Cela dit, et malgré une poignée d'autres titres très dispensables ("Starz", "For God And Country"), l'album vaut quand même également pour ses bizarreries, au nombre de deux. "United States", en premier lieu, est un délire corganien de plus de neuf minutes, dernier avatar d'un rock progressif très seventies encore visiblement sous l'influence de Baker. Et, en second lieu, LA grande surprise du disque, ce sont deux morceaux qui auraient pu figurer sur Adore en son temps, à savoir l'excellente "Neverlost" et la très bonne "Pomp and Circumstances", qui détonnent assez au regard du reste du disque et qui lui apportent une certaine touche de fraîcheur bien agréable, sachant que, même s'il en est sans doute encore artistiquement capable, Corgan ne se risquera jamais, commercialement, à sortir un nouvel album comme Adore, qui lui a fait perdre définitivement une grosse partie des fans d'origine.

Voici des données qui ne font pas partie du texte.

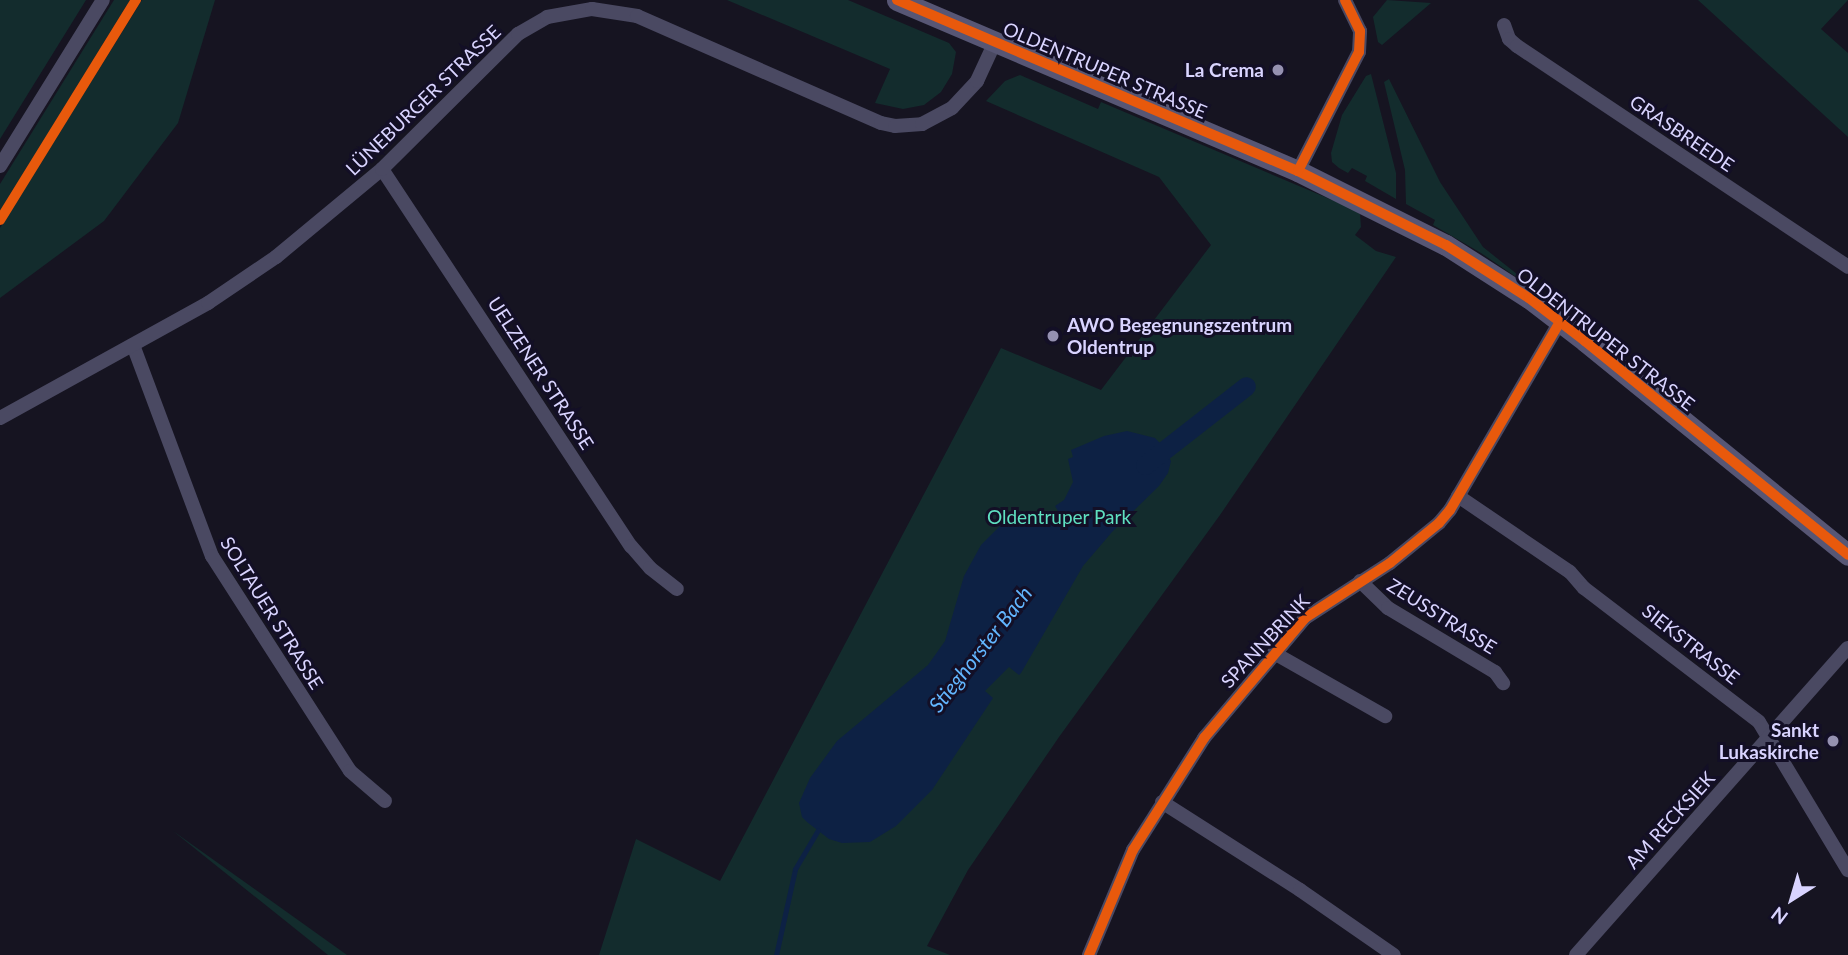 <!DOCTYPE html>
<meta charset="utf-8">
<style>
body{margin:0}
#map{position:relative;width:1848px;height:955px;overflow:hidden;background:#161421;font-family:Lato,sans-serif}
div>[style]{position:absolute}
.green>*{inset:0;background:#132c2d}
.water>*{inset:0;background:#0d2144}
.stream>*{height:5px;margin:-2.5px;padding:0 2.5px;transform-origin:2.5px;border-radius:2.5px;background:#0d2144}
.canal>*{height:19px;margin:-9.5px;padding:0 9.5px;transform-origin:9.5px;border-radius:9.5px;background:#0d2144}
.street>*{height:14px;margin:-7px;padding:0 7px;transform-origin:7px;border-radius:7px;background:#4a4962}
.secondary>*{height:21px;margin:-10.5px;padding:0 10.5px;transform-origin:10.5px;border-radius:10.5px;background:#575674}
.cycleway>*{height:10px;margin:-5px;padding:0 5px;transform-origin:5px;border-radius:5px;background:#e8590c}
.dots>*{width:19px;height:19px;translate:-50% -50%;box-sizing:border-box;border:4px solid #130f26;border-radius:50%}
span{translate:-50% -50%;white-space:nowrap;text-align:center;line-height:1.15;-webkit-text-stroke:6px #130f26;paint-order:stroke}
.street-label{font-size:19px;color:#d9d4ff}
.poi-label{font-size:19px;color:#d9d4ff;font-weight:700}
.right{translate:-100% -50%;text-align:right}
.left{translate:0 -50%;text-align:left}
.park-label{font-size:19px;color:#5fe0c0}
.water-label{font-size:21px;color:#62b6ff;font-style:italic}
.north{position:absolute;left:1757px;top:864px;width:70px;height:70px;-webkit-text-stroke:5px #130f26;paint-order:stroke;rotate:217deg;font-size:19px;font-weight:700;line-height:28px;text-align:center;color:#d9d4ff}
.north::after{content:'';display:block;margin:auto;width:24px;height:32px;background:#d9d4ff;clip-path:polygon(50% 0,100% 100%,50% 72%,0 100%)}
</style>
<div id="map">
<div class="green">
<div style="clip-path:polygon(0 0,86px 0,0 139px)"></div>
<div style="clip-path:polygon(114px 0,130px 0,0 212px,0 184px)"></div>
<div style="clip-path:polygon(142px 0,215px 0,178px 123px,104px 221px,0 298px,0 228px)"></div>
<div style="clip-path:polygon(727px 0,848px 0,949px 43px,956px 52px,952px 74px,941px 92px,924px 105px,903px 109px,875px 103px,890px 69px)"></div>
<div style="clip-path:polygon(1387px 0,1431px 3px,1382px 45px,1378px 42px,1373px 17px)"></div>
<div style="clip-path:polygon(1698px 0,1848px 0,1821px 29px,1848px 53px,1848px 137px)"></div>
<div style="clip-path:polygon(1371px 74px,1396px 173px,1396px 199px,1365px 181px,1367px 176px,1352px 168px,1348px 173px,1339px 168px,1332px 162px,1331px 153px,1342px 115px,1366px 76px)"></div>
<div style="clip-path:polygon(1020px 75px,1098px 109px,1101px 102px,1351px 208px,1360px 214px,1361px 227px,1355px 235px,1376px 251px,1396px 257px,1220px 515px,1059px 737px,968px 870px,927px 946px,950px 955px,599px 955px,636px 839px,720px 881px,1001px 348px,1101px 390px,1211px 245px,1159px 177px,986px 101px,1005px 81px)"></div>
<div style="clip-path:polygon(1389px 79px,1440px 182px,1483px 247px,1547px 298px,1481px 253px,1433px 225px,1435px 220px,1406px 204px,1405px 170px,1384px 82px)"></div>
<div style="clip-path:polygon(173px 831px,256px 890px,347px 955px,328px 955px)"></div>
</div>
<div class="water">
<div style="clip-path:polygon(1127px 431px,1155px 438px,1162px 445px,1171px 461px,1168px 473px,1159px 486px,1112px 532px,1083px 566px,1021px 673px,1019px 675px,1009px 667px,985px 691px,993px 698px,932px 790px,896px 826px,870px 842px,842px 843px,829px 839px,807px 822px,802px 817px,799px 803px,810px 778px,837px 741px,928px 665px,945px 641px,964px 576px,981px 545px,1016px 510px,1033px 517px,1058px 511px,1055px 506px,1064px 500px,1073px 482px,1068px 459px,1073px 457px,1071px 450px,1104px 436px)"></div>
</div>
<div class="stream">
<div style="left:776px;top:955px;width:88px;rotate:-77.5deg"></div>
<div style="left:795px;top:869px;width:45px;rotate:-59.5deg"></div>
</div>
<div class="canal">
<div style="left:1145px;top:465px;width:128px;rotate:-38deg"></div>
</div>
<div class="street">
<div style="left:1504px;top:25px;width:15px;rotate:70deg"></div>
<div style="left:1509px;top:39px;width:11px;rotate:41deg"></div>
<div style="left:1517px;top:46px;width:398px;rotate:33.7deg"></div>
<div style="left:0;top:166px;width:195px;rotate:-58.2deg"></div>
<div style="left:382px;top:169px;width:452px;rotate:56.6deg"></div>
<div style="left:631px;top:546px;width:29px;rotate:49deg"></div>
<div style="left:650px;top:568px;width:34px;rotate:38deg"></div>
<div style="left:1298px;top:171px;width:134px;rotate:-62.9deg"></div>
<div style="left:1359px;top:52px;width:21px;rotate:-87deg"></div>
<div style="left:1360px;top:31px;width:34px;rotate:-116deg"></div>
<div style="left:133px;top:345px;width:225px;rotate:69.5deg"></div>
<div style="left:212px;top:556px;width:255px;rotate:57.3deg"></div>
<div style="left:350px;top:771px;width:46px;rotate:40.6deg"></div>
<div style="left:0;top:418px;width:238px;rotate:-28.9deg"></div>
<div style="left:208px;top:303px;width:82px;rotate:-34.1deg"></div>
<div style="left:276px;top:257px;width:138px;rotate:-39.7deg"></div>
<div style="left:382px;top:169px;width:192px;rotate:-44.8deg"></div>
<div style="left:518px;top:34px;width:34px;rotate:-30deg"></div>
<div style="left:547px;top:17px;width:46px;rotate:-10.1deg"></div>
<div style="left:592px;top:9px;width:46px;rotate:8.8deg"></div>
<div style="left:637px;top:16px;width:266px;rotate:23.7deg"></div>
<div style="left:881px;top:123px;width:14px;rotate:12deg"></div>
<div style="left:895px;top:126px;width:27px;rotate:-4deg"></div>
<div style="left:922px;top:124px;width:34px;rotate:-28deg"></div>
<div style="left:952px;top:108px;width:37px;rotate:-47deg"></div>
<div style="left:977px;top:81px;width:43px;rotate:-65.2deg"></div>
<div style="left:1458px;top:496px;width:135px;rotate:34.2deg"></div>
<div style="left:1570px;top:572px;width:21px;rotate:49deg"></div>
<div style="left:1584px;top:588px;width:220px;rotate:37.4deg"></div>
<div style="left:1759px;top:722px;width:173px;rotate:59deg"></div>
<div style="left:1360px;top:581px;width:39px;rotate:44deg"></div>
<div style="left:1388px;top:608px;width:125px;rotate:30.9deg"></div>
<div style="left:1495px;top:672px;width:14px;rotate:54deg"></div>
<div style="left:1274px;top:653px;width:128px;rotate:29.6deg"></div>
<div style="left:1162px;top:802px;width:164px;rotate:32.5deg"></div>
<div style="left:1300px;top:890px;width:114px;rotate:34.7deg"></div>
<div style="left:1089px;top:955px;width:114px;rotate:-67.3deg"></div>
<div style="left:1133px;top:850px;width:133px;rotate:-57.6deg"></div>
<div style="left:1204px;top:738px;width:157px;rotate:-49.9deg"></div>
<div style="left:1305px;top:618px;width:101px;rotate:-32.9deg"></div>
<div style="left:1390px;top:563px;width:63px;rotate:-39.2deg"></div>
<div style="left:1439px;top:523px;width:17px;rotate:-50deg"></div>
<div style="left:1450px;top:510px;width:218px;rotate:-59.7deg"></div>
<div style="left:1576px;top:955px;width:410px;rotate:-48.5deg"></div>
</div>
<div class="secondary">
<div style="left:897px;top:0;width:436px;rotate:23.1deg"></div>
<div style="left:1298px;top:171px;width:165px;rotate:26.6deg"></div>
<div style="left:1446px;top:245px;width:98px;rotate:32.6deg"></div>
<div style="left:1529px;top:298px;width:71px;rotate:37.5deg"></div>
<div style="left:1585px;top:341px;width:339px;rotate:39.1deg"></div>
</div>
<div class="cycleway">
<div style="left:897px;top:0;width:436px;rotate:23.1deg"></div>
<div style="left:1298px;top:171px;width:165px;rotate:26.6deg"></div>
<div style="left:1446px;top:245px;width:98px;rotate:32.6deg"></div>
<div style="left:1529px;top:298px;width:71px;rotate:37.5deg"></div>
<div style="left:1585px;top:341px;width:339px;rotate:39.1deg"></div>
<div style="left:1298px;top:171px;width:134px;rotate:-62.9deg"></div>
<div style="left:1359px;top:52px;width:21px;rotate:-87deg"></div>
<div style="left:1360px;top:31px;width:34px;rotate:-116deg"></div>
<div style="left:0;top:220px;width:259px;rotate:-58.3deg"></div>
<div style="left:1089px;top:955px;width:114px;rotate:-67.3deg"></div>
<div style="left:1133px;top:850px;width:133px;rotate:-57.6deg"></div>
<div style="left:1204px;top:738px;width:157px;rotate:-49.9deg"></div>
<div style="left:1305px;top:618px;width:101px;rotate:-32.9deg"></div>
<div style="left:1390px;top:563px;width:63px;rotate:-39.2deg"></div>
<div style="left:1439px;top:523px;width:17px;rotate:-50deg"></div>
<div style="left:1450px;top:510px;width:218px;rotate:-59.7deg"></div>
</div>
<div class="dots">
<div style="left:1278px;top:70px;background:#9591b1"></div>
<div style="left:1053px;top:336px;background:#9591b1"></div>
<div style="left:1833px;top:741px;background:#9591b1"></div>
</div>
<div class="street-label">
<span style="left:1105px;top:70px;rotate:23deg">OLDENTRUPER STRASSE</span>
<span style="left:423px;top:100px;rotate:-44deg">LÜNEBURGER STRASSE</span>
<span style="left:1682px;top:133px;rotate:34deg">GRASBREEDE</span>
<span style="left:1606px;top:339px;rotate:38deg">OLDENTRUPER STRASSE</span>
<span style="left:541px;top:373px;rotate:57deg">UELZENER STRASSE</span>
<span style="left:272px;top:613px;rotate:58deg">SOLTAUER STRASSE</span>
<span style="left:1442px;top:616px;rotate:32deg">ZEUSSTRASSE</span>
<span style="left:1265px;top:641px;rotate:-47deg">SPANNBRINK</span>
<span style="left:1691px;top:644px;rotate:38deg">SIEKSTRASSE</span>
<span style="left:1670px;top:820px;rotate:-48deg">AM RECKSIEK</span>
</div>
<div class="poi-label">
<span class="right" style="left:1264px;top:70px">La Crema</span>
<span class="left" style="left:1067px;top:336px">AWO Begegnungszentrum<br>Oldentrup</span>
<span class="right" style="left:1819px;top:741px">Sankt<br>Lukaskirche</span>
</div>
<div class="park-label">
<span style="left:1059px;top:517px">Oldentruper Park</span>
</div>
<div class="water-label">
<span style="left:980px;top:649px;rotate:-52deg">Stieghorster Bach</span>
</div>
<div class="north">N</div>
</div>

Au final, ce nouvel album apparaît comme la nouvelle étape d'un long voyage déjà bien entamé, le nouveau chapitre d'une histoire initiée il y a maintenant près de vingt ans. Touffus, souvent passionnant, parfois complètement raté, cet Esprit du Temps n'est-il pas, justement, à l'image de notre monde actuel ? Il suffit d'ouvrir la télévision pour se rendre compte que le merveilleux côtoie l'infâme, le vulgaire succède au raffiné, sans transition, comme dirait l'autre, dans un gigantesque barnum médiatico-pathétique. Les Smashing Pumpkins version 2.0 et cet album en sont intelligemment le fidèle reflet.